Every Wednesday in Union Square, I am drawn to the pickle stand where you can sample smoked okra, spicy green beans and tangy beets, all bathed in vinegar and accented with herbs and pickling spice. Rick Field, the owner of Rick’s Picks decided three years ago to leave his job as a TV producer and start his own company bottling dill pickles and selling them at his store on the Lower East Side and in specialty stores throughout the city. Demand for other varieties of pickled veggies widened his product line, giving birth to great names like Phat Beets, Bee ‘n’ Beez, Slices of Life, and Spears of Influence. When asked about the nature of his work, Rick said “The thing about the pickling business is that the accent lies squarely on the second word.”
Pickling is a simple science that demands a commonsense approach to kitchen basics. In order to get the job done, all you need is a couple of pots, a couple of racks, measuring cups, a whisk, a timer, a knife and a cutting board. Rick acquired pickling fundamentals from his parents, who shared his passion, but for you newbies, pick up The Joy of Pickling, Quick Pickles, or Tseukimono, all helpful 101’s on getting started.
Recipe by Rick Field Wash 4 pounds of pickling cucumbers.
In each of 6 pint jars, put:
3 dill heads (or 1 tablespoon dill seed and several fronds dill leaf)
4 cloves garlic, peeled and halved
1 tablespoon pickling spice
6 whole black peppercorns
Bring to boil 3 cups of water, 3 cups of vinegar, and 6 teaspoons of kosher salt. You may need more of this mixture and should have extra on hand.

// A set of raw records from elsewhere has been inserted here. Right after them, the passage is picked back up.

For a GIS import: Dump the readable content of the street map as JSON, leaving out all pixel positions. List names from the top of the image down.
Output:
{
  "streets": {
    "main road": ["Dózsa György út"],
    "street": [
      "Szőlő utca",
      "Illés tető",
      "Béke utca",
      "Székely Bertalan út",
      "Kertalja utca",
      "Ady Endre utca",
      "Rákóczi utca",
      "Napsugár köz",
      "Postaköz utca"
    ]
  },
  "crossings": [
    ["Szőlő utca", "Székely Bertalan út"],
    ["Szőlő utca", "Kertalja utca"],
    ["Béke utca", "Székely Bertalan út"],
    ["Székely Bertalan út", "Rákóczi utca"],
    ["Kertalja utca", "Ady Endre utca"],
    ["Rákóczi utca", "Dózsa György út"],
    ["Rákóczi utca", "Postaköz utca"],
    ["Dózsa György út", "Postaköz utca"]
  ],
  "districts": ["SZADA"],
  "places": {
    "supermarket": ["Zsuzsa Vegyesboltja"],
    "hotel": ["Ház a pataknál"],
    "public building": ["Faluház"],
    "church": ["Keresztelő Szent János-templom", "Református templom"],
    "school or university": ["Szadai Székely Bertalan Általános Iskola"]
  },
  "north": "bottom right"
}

Also: make sure to have the liquid at a roaring boil when placing the mixture in the jars. Slice the cucumbers into 1/4” rounds. Pack the slices tightly into jars, leaving 1/2” headroom. Fill the jars with the liquid mixture, making sure the solid contents of the jars are completely covered. Check to ensure there is still 1/2” headroom. Place the jars immediately in the boiling water bath. Process for seven minutes. Tighten lids but no need to over tighten. Lid is good if it doesn’t “pop” when you press down on it the next day.